Each car presumably has a gearbox. There is no need to connect components inside the gearbox to the car: simply connect each type of car to one (or more) gearboxes, the transitive relationships will suffice to connect cars to gears. Thus, to get from car to gears, we traverse thru its gearbox.
You could store, for each car, a copy of the number of gears, originally computed from the gearbox. However, this would represent caching of information, which is an design-complicating optimization that one should not undertake without clearly measured evidence that such an optimization is important for some reason.
The larger the numbers of gears the larger will the number of pulleys and vice versa
This is a statement of fact, a logical statement, a rule, if you will.
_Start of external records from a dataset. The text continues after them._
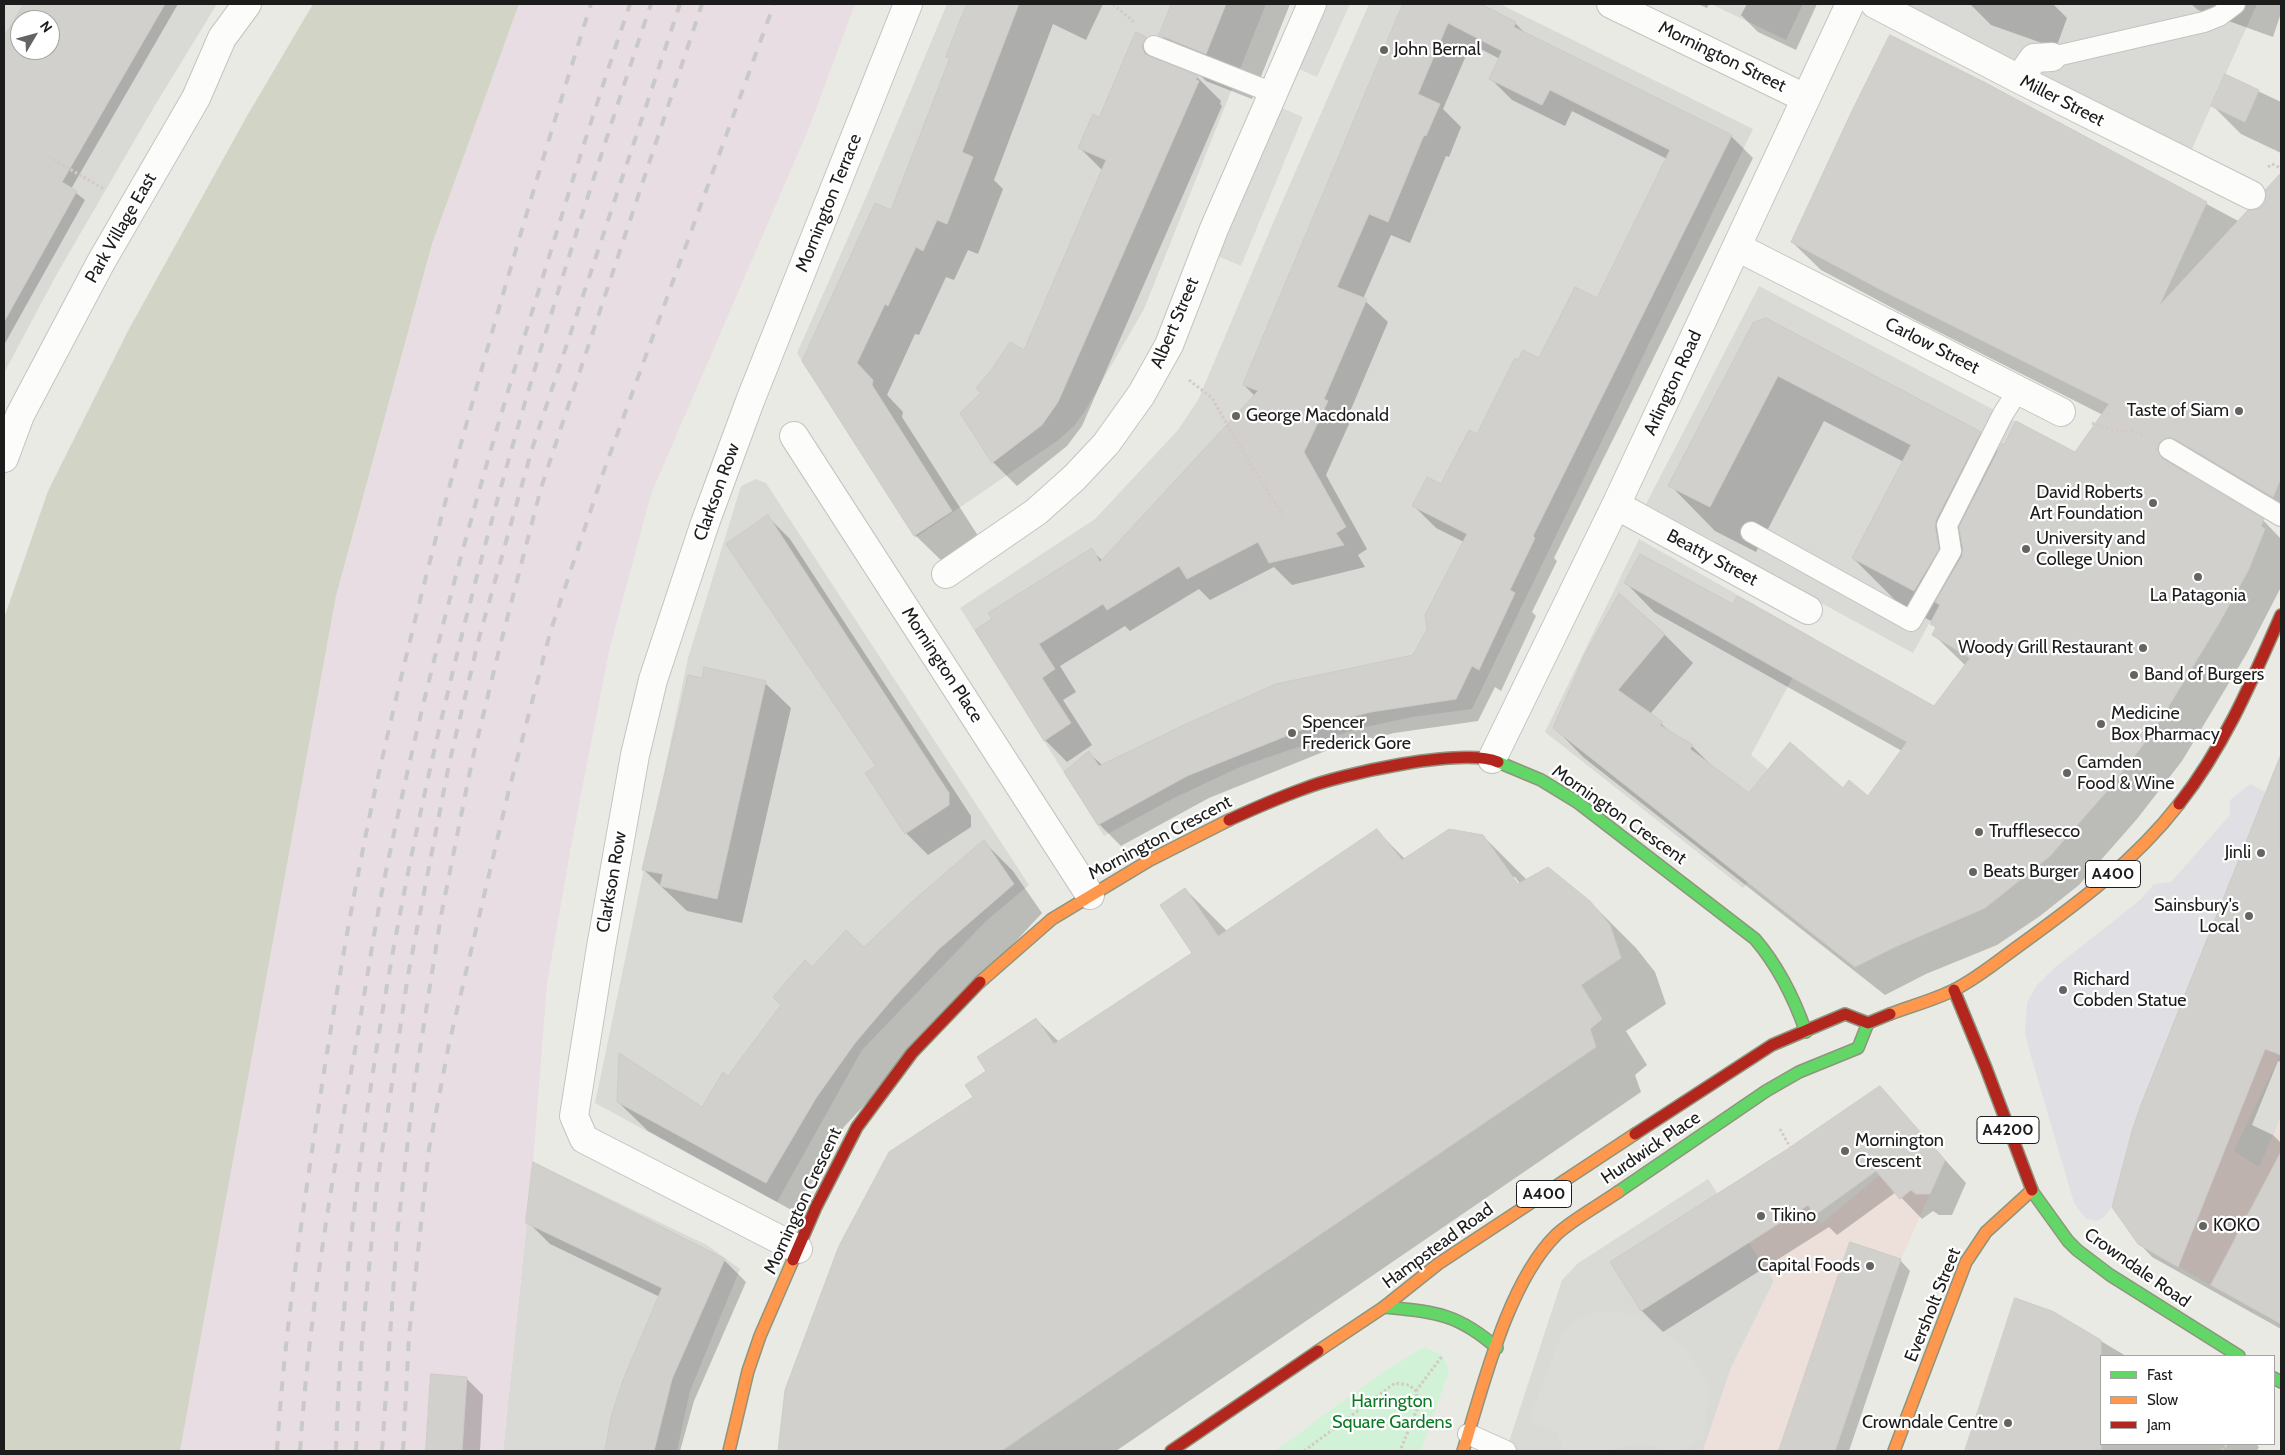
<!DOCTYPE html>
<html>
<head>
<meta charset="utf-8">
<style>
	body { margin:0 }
	#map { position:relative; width:2285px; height:1455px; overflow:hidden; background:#eaeae5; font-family:Cabin,sans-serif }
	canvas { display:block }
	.frame { position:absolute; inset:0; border:5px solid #1c1c1c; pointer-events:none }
	.legend { position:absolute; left:2100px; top:1355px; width:175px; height:90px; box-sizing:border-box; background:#fff; border:1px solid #a4a4a4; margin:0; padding:6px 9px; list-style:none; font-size:15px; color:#1c1c1c }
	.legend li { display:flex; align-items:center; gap:10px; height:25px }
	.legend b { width:25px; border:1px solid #a4a4a4 }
	.north { position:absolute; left:10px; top:10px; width:50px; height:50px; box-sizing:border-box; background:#fff; border:1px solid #a4a4a4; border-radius:50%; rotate:53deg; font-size:14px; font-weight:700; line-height:20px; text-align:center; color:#1c1c1c }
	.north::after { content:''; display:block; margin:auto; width:18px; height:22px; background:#646462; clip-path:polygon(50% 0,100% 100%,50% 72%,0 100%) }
</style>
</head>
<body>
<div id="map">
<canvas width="2285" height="1455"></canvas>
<div class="frame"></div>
<ul class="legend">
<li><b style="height:6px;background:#63d668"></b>Fast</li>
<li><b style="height:6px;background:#ff974d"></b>Slow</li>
<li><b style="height:6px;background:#b3261e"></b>Jam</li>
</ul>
<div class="north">N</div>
</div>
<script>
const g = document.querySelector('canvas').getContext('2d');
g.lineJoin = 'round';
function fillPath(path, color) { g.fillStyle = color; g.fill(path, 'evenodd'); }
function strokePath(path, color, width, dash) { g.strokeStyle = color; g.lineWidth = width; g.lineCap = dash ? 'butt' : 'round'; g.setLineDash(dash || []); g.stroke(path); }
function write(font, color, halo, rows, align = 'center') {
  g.font = font + ' Cabin,sans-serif'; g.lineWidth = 4.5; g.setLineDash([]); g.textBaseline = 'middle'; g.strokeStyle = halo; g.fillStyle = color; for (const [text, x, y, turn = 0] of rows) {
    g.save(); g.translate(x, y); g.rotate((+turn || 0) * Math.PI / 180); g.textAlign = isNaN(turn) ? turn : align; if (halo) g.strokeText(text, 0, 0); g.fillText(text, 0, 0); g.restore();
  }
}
fillPath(new Path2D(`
	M4,4h213l-63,103 -96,165 -54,101zM20,20h30v30h-30z
	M947,4h319l-122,305 -59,102 -11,15 -17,15 -142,97 -118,-185 69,-156z
	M1369,4h131l253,125 -281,580 -60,8 -51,11 -72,22 -49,17 -66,31 -70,38 -144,-228 135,-89 83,-89 20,-30 81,-191z
	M1711,4h92l-17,36z
	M1898,4h359l-65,145z
	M1759,286l275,145 -121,222 -193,-105 -6,-7 -68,-37z
	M756,479l10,4 263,402 -43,36 -124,129 -85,152 -182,-99 93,-445 53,-172z
	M1639,539l175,99 -63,117 59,49 -67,84 -198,-156z
	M533,1162l174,83 33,24 -50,122 -13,60h-174z
	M1708,1179l66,102 -43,87 -28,83h-197l56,-171 15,-16z`), '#d9d9d6');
fillPath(new Path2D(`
	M2281,754v571l-143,-81 -26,-37 20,-76 9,-26z
	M1925,1137l20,23 -44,99 -66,192h-132l28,-83 43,-87 -57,-87 59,-38 45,68z`), '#eddfd9');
fillPath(new Path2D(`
	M519,4h336l-46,124 -158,366 -42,157 -37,190 -25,143 -14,178 -30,289h-323l156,-855 96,-352z`), '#e8dde2');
fillPath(new Path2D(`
	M313,4h206l-87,240 -96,352 -156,855h-176v-833l44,-127 81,-162 118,-213z`), '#d2d4c6');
fillPath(new Path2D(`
	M1424,1347l19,8 6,16 -28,80h-146l109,-80z`), '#d1f2d7');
fillPath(new Path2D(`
	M1320,4h30l-33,73 -25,-11z
	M1275,105l28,12 -62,149 -28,-12z
	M2280,1055l1,61 -22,51 -25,-16z
	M1602,1311l22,1 31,13 33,27 21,34 -5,51 -23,14h-20l-3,-4 -19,-4 -34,8h-41l-7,-19 -29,-10 34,-89 12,-14z`), '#dbdbd8');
fillPath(new Path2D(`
	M2250,784l16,8 -134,339 -20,76 -8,10 -7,4 -11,-2 -12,-16 -44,-150 -5,-20 2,-30 10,-18 17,-17 86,-68 14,-16 17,-2 59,-67v-15z`), '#e0dfe4');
fillPath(new Path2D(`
	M25,4h153l-107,185 14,11 -81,145v-305zM20,20h30v30h-30z
	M969,4h134l-17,36 -33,-16 -59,156 9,9 -25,65 -10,-4 -14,30 -8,-3 -27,58 -4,-1 -28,61 16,17 -1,5 80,125 -36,23 -31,-30 -111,-174 88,-149 58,-153 -2,-3z
	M1174,4h116l-38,95 -46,-18 -45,-46z
	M1405,4h74l36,19 12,12 204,101 22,22 -199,400 3,3 -25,51 4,4 -35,75 -6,-4 -17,34 -84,12 -66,17 -119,48 -88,48 -22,-22 -10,-71 13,12 312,-109 14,-26 36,-88 -28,-14 -22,-22 28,-20 36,-50 62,-76 57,-61 70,-140 -95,-48 -7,15 -53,-26 -22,-22 10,-19 -29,-15 -28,65 18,18 -12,30 -3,-1 -36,87 -19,-8 -28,64 25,23 -42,99 3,3 -23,51 41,74 -9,6 7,12 -73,18 -18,-18 -64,33 -11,-11 -69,42 -5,-5 -65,40 16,26 -13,8 29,45 -25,17 -22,-22 -69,-110 115,-80 12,11 152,-165 -11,-11z
	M1698,4h11l-2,4z
	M1747,4h70l-21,46 -38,-18 -17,-17z
	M1970,4h83l14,14 -11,30 -65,-23z
	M2191,4h90v9l-8,24 -75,-27z
	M1146,38l23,24 -1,3 29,12 24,24 -1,3 2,2 -140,320 -15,20 -50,40 -24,-24 -31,-49 62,-61 79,-181 -24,-24 21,-28z
	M2226,76l55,26v51l-40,-19 -29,-29z
	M1984,84l256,138 21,-13 5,-7 1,-11 14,-16v338l-88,-46 -6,8 76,45 18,19v48l-34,66 -65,108 -45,58 -58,66 -39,31 -43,29 -71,29 -41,21 -302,-238 -28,-29 109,-94 29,29 -43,51 24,21 18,11 24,24 33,25 95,-5 24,8 34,-47 -248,-139 -28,-29 107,23 201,102 32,-42 -32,-31 3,-6 -5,-5 1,-2 -34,-18 -46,-46 51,-96 -80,-41 -68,131 -41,-21 -45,-46 84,-161 226,109 19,19 77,2 27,-39 -186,-94 -96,-51 -29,-28z
	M768,517l22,22 181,277v11l-43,28 -22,-22 -39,-60 11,-7z
	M703,679l62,4 26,25 -49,215 -55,-12 -44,-42z
	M2281,758v304l-3,-1 -26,64 21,10 8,8v18l-7,20 7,3v145l-129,-72 -13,-14 4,-138z
	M1377,831l29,29 77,-24 44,44 62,21 47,47 19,24 11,32 -40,27 21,34 -12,10 6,17 -525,359h-337l7,-61 189,-293 13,-26 48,-52 23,23 135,-89 -9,-64 42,42zM1512,877h3l8,11 -2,2z
	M984,842l29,29 29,42 -198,214 -49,85 -147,-81 -30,-29 84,7 27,-31 83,-110 52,-19z
	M1880,1088l86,95 -14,32h-13l-6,-4 -11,8 -26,-27 -59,43 -8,-8 -166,105 -21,-21 -31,-48 176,-112z
	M528,1222l196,38 22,22 -52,119 -14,50h-74l6,-33 48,-121 -110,-53z
	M1851,1244l49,16 10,11 -61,180h-69z
	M2016,1300l36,12 74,44h-25v88h155l3,3 -2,4h-291z
	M432,1376l34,2 17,17 -3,56h-53z`), '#0003');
const building = new Path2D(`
	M24,4h141l-103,178 15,9 -73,131v-284zM20,20h30v30h-30z
	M967,4h52l-57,148 11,5 -26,67 -10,-4 -14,31 -7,-4 -28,59 -3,-2 -28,59 16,17 -1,5 80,126 -38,25 -112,-175 73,-158 16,7 59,-152 -4,-1z
	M1172,4h54l-20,50 -47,-19z
	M1403,4h78l35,18 -2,5 218,108 -199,401 2,2 -25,52 5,3 -36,77 -7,-4 -16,33 -85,13 -65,16 -119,48 -89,49 -34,-53 25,-21 10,15 85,-41 92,-41 137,-29 14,-26 -2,-14 42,-81 -55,-28 15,-29 14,7 28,-54 8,4 38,-76 3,2 5,-10 16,8 36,-71 22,11 73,-148 -120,-60 -8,15 -53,-26 13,-28 -54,-28 -30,71 22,10 -14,32 -2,-1 -36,87 -19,-8 -32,73 30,12 -43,100 4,2 -24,51 42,75 -10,6 8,12 -75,18 -11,-21 -71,37 -8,-13 -72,44 -4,-6 -64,40 16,25 -13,9 29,45 -27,18 -69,-111 17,-11 -4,-6 104,-65 8,14 158,-171 -15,-6z
	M1136,32l10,5 -4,10 3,7 53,22 -2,4 3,1 -141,321 -16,23 -50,38 -32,-50 21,-20 -5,-5 16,-19 18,-27 14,8 82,-190 -28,-12 15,-34 6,3z
	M1890,35l94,47 223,120 -48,104 89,-96 12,-2 5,-6v-12l16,-17v305l-8,19 -98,-58 -6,-2 -10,6 -2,6 6,10 101,60 -3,7 4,3 -17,42 -30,54 -65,107 -45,58 -58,66 -65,52 -88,38 -42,21 -302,-239 32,-74 34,-61 46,41 -47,56 45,32 -3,3 33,20 -3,4 59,44 41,-51 53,46 6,-8 19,16 39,-54 -283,-159 16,-29 93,50 4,-8 197,110 36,-48 -38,-23 4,-8 -6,-3 10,-19 -5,-3 27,-46 1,-7 -4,-22 43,-84 2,2 12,-24 59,31 34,-48 -222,-111 -96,-51 61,-131z
	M2225,74l34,16 -14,32 -34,-16z
	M1766,318l215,114 -45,88 -1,7 4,22 -25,42 -62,-33 59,-113 -133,-69 -68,131 -42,-21 85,-163z
	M768,515l181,278v12l-44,29 -40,-61 11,-7 -150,-222z
	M704,667l62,14 -49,218 -57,-13 3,-12 -21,-4 46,-195 14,3z
	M2280,757l1,298 -16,-6 -87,218 -40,-23 -26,-37 20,-76 9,-26z
	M1377,829l25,31 47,-31 34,6 35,49 30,-17 42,34 20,24 11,33 -40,27 21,34 -12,10 6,18 -595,404h-223l7,-61 54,-144 50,-94 84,-55 -8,-12 21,-14 -9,-14 59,-39 18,26 138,-91 -32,-48 25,-17 33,48z
	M984,840l30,44 -75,65 -44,47 -40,47 -39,55 -50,85 -149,-81 2,-49 83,54 21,-35 5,4 53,-71 -8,-8 32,-37 7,7 34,-37 18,17 50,-47z
	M1880,1086l65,74 -15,34h-14l-5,-4 -11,9 -24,-28 -61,44 -7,-10 -167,106 -31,-49 176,-112z
	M2281,1152v172l-70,-39z
	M533,1162l192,97 -53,120 -18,72h-49l6,-34 12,-37 39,-92 -136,-65z
	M1850,1242l51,17 -11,31 -55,161h-56z
	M2015,1298l37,13 49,29v111h-136z
	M431,1374l36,3 -5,74h-36z`);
fillPath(building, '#d1d0cc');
strokePath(building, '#cdcbc6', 1);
const lane = new Path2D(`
	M1154,46l119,47
	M2052,57l152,-35 15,-6 16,-12
	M2169,449l112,67
	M1751,532l160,89 40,-70 -4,-26 56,-111 16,-25
	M1468,1434l38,17`);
const street = new Path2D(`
	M1611,4l194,94
	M1875,4l144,75 232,116
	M2019,79l15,-21 18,-1
	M1737,247l324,165
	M794,436l296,459
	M4,458l16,-43 81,-153 95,-164 26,-60 25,-34
	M1616,505l192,105
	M946,574l90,-62 38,-34 32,-34 35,-49 28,-50 45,-116 98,-225
	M1492,759l124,-254 234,-501
	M798,1249l-214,-110 -10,-23 27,-169 34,-192 18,-75 52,-157 45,-122 158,-397`);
const fast = new Path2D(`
	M1498,762l43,18 36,22 178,137c24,28 39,59 51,93
	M2032,1191l36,50 9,9 33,25 129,81
	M1618,1192l148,-101 33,-19 59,-24 10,-25
	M1384,1307c51,5 73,6 113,41
	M2274,1378l7,4`);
const slow = new Path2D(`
	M980,982l72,-63 98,-59 79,-40
	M1890,1014c21,-8 44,-14 64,-24 24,-12 45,-30 66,-45 58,-42 115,-84 159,-141
	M1318,1351l66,-44 54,-43 197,-130
	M729,1451l19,-80 12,-35 33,-76
	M1463,1451c20,-64 44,-167 93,-216 14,-14 45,-31 62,-43
	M1894,1451l72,-189 20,-30 46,-42`);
const jam = new Path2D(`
	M2179,804c45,-57 73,-123 102,-189
	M1229,820c24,-11 49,-22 74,-31 37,-15 160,-42 195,-27
	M1954,990l32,78 46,122
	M1635,1134l137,-89 73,-31 23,9 22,-9
	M793,1260l23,-53 41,-80 55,-74 68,-71
	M1171,1451l147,-100`);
strokePath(lane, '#c3c3c1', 22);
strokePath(street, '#c3c3c1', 30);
strokePath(fast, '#8f947d', 14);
strokePath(slow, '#8f947d', 14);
strokePath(jam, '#8f947d', 14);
strokePath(new Path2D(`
	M1113,4l22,19
	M49,157l55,32
	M2268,167l4,-3 9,4
	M1189,380l23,18 25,44 46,74
	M2092,423l20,7 20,1 12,5
	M1780,1129l10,18
	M1416,1391l27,-36
	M1304,1451l91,-68 14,2 7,6 2,16 -18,44
	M2222,1451l5,-7`), '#d6c9c4', 3, [2.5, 2.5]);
strokePath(lane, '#fcfcfb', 20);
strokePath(street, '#fcfcfb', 28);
strokePath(fast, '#63d668', 11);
strokePath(slow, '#ff974d', 11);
strokePath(jam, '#b3261e', 11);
strokePath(new Path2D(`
	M277,1451c7,-114 24,-227 41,-340 16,-106 34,-212 56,-316 59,-267 135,-531 217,-791
	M300,1451c9,-136 32,-272 56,-407 11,-64 20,-128 34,-192 39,-187 90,-373 147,-556 30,-98 60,-196 93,-292
	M336,1451c4,-144 22,-288 45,-430 57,-347 158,-684 270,-1017
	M356,1451l6,-110 15,-156 31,-210 41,-211 30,-126 53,-189 148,-445
	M382,1451l15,-216 17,-148 27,-171 31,-155 28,-115 41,-158 161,-484
	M403,1451l6,-115 20,-187 20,-105 59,-250 42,-161 52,-157 172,-472`), '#c9c9c8', 4, [10, 10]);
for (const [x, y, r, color] of [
	[1384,50,5,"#646462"],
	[2239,411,5,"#646462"],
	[1236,416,5,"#646462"],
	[2153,503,5,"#646462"],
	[2026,549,5,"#646462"],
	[2198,577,5,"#646462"],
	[2143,648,5,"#646462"],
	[2134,675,5,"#646462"],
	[2101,724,5,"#646462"],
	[1292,733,5,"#646462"],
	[2067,773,5,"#646462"],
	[1979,832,5,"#646462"],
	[2261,853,5,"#646462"],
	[1973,872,5,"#646462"],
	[2249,916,5,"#646462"],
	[2063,990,5,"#646462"],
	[1845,1151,5,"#646462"],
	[1761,1216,5,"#646462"],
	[2203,1226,5,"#646462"],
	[1870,1266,5,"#646462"],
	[2008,1423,5,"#646462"]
]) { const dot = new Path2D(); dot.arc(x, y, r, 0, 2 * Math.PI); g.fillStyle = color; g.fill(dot); strokePath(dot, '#fff', 2); }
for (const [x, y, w] of [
	[2113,874,55],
	[2008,1130,62],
	[1544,1194,55]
]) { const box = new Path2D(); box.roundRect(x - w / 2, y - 13.5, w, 27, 4); g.fillStyle = '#fff'; g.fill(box); strokePath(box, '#1c1c1c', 1); }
write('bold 16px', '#1c1c1c', null, [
	["A400",2113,874],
	["A4200",2008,1130],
	["A400",1544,1194]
]);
write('18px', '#1c1c1c', '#fff', [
	["John Bernal",1394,50],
	["Taste of Siam",2229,411,"right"],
	["George Macdonald",1246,416],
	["David Roberts",2143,493,"right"],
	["Art Foundation",2143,514,"right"],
	["University and",2036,539],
	["College Union",2036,560],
	["La Patagonia",2198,596,"center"],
	["Woody Grill Restaurant",2133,648,"right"],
	["Band of Burgers",2144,675],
	["Medicine",2111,714],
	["Box Pharmacy",2111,735],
	["Spencer",1302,723],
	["Frederick Gore",1302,744],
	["Camden",2077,763],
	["Food & Wine",2077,784],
	["Trufflesecco",1989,832],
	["Jinli",2251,853,"right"],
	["Beats Burger",1983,872],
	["Sainsbury's",2239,906,"right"],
	["Local",2239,927,"right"],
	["Richard",2073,980],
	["Cobden Statue",2073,1001],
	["Mornington",1855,1141],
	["Crescent",1855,1162],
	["Tikino",1771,1216],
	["KOKO",2213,1226],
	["Capital Foods",1860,1266,"right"],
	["Crowndale Centre",1998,1423,"right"]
], 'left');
write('18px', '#1c1c1c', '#fff', [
	["Mornington Street",1722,57,26],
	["Miller Street",2062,101,27],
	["Mornington Terrace",829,203,-68],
	["Park Village East",121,228,-60],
	["Albert Street",1175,323,-67],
	["Carlow Street",1932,346,27],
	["Arlington Road",1673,383,-65],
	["Clarkson Row",717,492,-70],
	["Beatty Street",1712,558,28],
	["Mornington Place",942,665,57],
	["Mornington Crescent",1619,815,35],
	["Mornington Crescent",1160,838,-28],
	["Clarkson Row",612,882,-80],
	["Hurdwick Place",1651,1148,-34],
	["Mornington Crescent",803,1201,-65],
	["Hampstead Road",1438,1246,-36],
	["Crowndale Road",2137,1268,35],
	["Eversholt Street",1933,1305,-68]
]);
write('18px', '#0c7924', '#fff', [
	["Harrington",1392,1402],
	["Square Gardens",1392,1423]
]);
</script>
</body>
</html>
It says that if we add one gear to a gearbox design, we have to have more pulleys, and if we add a pulley, we'd have to have more gears. (It doesn't tell us that it is or should be valid to add one gear or one pulley to an otherwise valid design, though.)
However, it isn't really precise: it could be that we need two gears per pulley or two pulleys per gear. You need to seek clarification from the problem domain.
If the relationships is a simple one of the the 2:1 relationships I suggest, then you should model this (a gear being related to two pulleys, or a pulley being related to two gears), and you won't otherwise have to model this rule/statement of fact because this will suffice to enforce that.
However, in the most broad sense, this might be thought of as a constraint, which you can apply in some form, though this is a difficult constraint to model in the most general case because it specifies a relationship between different gearbox designs without otherwise saying what any single valid/legal design might be. Thus, I could say I have 4 pulleys and 12 gears, and this statement of fact, this rule, would offer nothing in terms of validation (without access to other known valid designs, and, how did those known valid designs get validated??). All the rule says is that if one design is valid/legal, than another design with more gears has more pulleys. It is a hard statement to work with, and should send you back to the problem domain seeking clarification.